`cosa decompress` ignores build if it's not the latest in the builds/builds.json
cosa decompress command appears to only operate on the latest build listed in the builds/builds.json file. It ignores other locally present builds, even when one is explicitly fetched using cosa buildfetch and pointed to by the builds/latest symlink
Steps to reproduce:
- Identify the latest build available (e.g., 9.6.20250717-0) and an older build (e.g., 9.6.20250716-0).
cosa buildfetchan artifact with an older build
cosa buildfetch --url URL -b 9.6.20250716-0 --arch ppc64le --artifact qemu
- Run
cosa decompress
Expected Behavior
The qemu file should be decompress by cosa decompress
Actual Behavior
The file is skipped since it is not the latest build in the builds/builds.json file
Targeting build: 9.6.20250717-0
Skipping missing arch: x86_64
Skipping missing arch: s390x
Skipping missing arch: aarch64
Skipping missing arch: ppc64le
cosa decompress --build=<target-build-id> should do this.
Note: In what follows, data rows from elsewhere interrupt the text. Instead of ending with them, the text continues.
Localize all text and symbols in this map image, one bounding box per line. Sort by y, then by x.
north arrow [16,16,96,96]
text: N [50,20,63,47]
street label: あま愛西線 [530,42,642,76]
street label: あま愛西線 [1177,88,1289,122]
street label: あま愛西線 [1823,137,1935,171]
I'm not sure we should change the behavior here to iterate over all builds in a local builds dir.
even when one is explicitly fetched using cosa buildfetch and pointed to by the builds/latest symlink
I guess maybe there is an optimization we can make here to either consider the default to be the first build in builds.json OR the target of the symlink? I'm not really sure, though.
cosa decompress --build=<target-build-id>should do this.
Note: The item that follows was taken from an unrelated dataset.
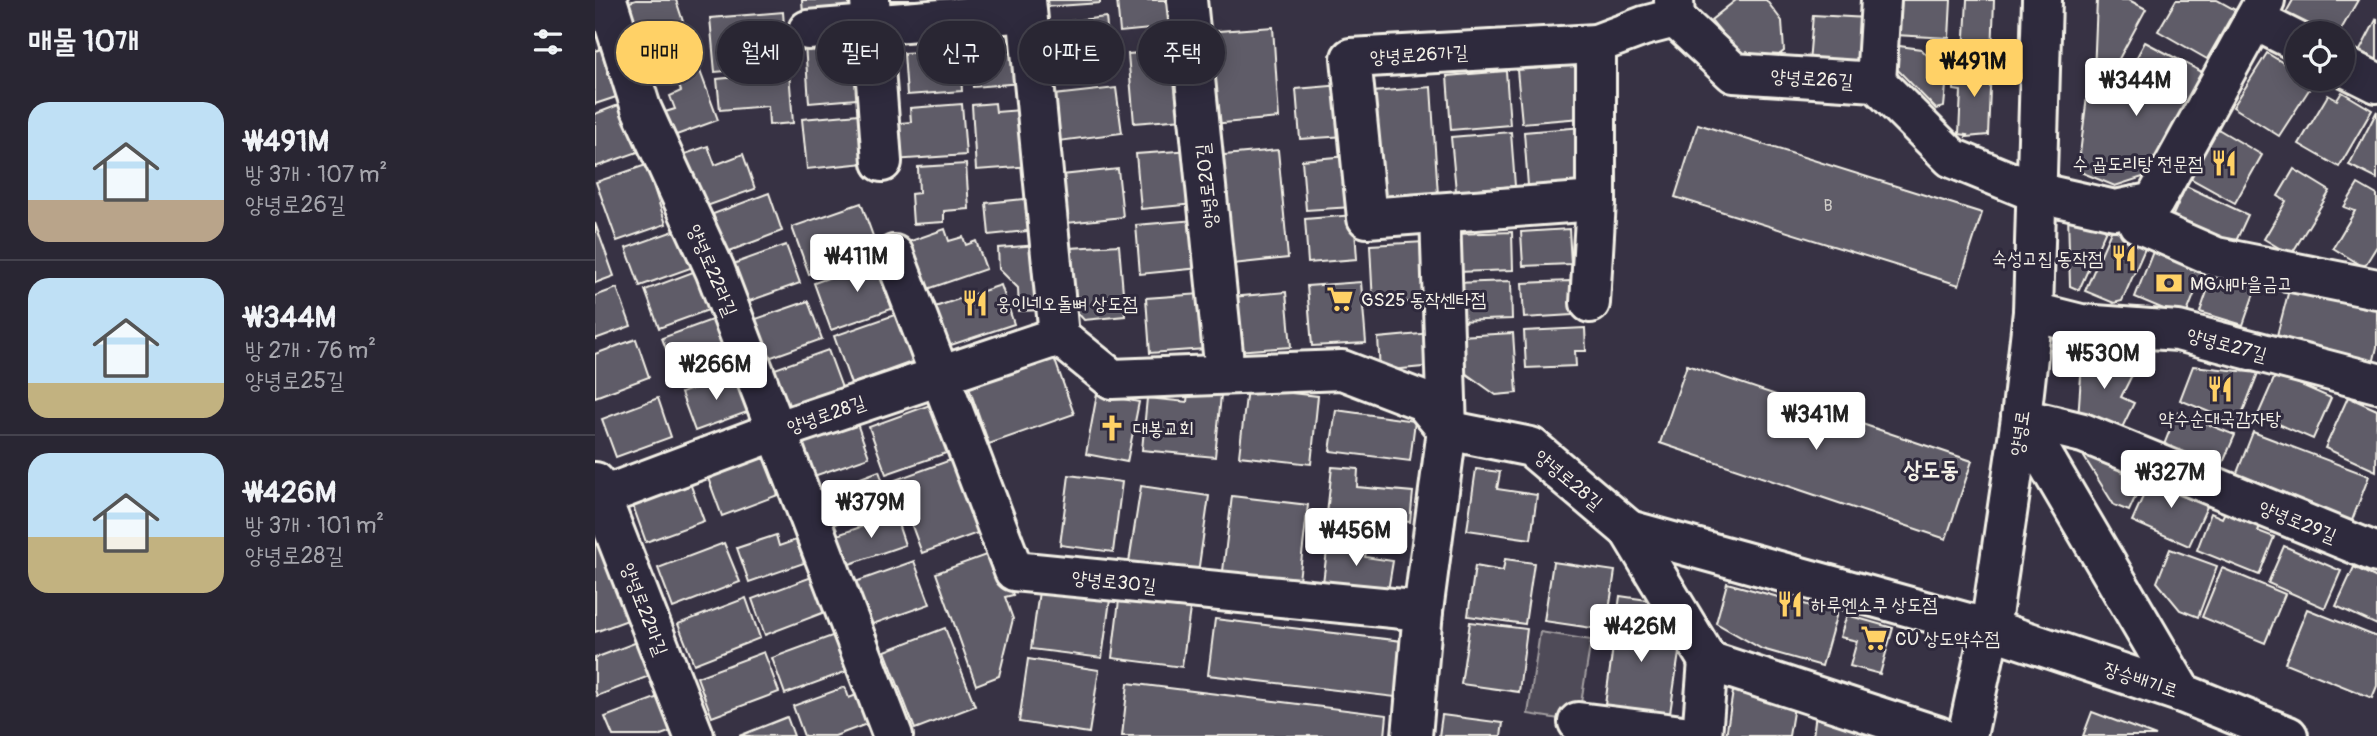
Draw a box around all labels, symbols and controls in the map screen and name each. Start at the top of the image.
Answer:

Yes. But doing buildfetch --arch then decompress and have decompress do nothing because what was fetch was not the latest for this stream is odd UX imho.
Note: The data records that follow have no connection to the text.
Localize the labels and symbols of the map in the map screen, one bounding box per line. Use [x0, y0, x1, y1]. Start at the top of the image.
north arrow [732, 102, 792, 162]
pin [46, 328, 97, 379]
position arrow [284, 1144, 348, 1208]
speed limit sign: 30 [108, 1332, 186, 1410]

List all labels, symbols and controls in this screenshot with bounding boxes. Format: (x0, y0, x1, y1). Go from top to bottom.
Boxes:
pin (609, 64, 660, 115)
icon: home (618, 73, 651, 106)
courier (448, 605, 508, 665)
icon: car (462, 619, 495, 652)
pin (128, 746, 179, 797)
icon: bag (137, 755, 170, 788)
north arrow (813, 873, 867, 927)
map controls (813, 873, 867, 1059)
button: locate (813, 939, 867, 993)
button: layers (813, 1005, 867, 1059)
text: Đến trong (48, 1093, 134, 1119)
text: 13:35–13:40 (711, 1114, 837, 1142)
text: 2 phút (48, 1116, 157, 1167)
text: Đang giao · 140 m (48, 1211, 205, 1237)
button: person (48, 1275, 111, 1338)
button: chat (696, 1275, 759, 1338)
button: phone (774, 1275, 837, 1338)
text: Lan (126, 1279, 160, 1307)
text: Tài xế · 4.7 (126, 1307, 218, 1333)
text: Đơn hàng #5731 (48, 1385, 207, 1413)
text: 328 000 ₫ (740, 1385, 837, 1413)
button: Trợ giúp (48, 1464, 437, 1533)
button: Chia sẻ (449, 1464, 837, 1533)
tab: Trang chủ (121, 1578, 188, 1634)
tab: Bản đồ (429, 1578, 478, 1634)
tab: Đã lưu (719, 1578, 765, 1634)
The least we can do is have buildfetch return the the buildid that was fetched in a way easy to consume in a shell script somehow
cosa decompress --build=<target-build-id>should do this.Yes. But doing
buildfetch --archthendecompressand have decompress do nothing because what was fetch was not the latest for this stream is odd UX imho.
I agree. I think I'm happy with any solution that doesn't involve iterating over every local build to do the decompression if we can find one.
The least we can do is have buildfetch return the the buildid that was fetched in a way easy to consume in a shell script somehow
That might not be the best since we'd either have to not output any log messages from buildfetch OR we'd have to abuse STDERR to pick it up.
Maybe one option is to add a --decompress option to cosa buildfetch that would call out to cosa decompress somehow.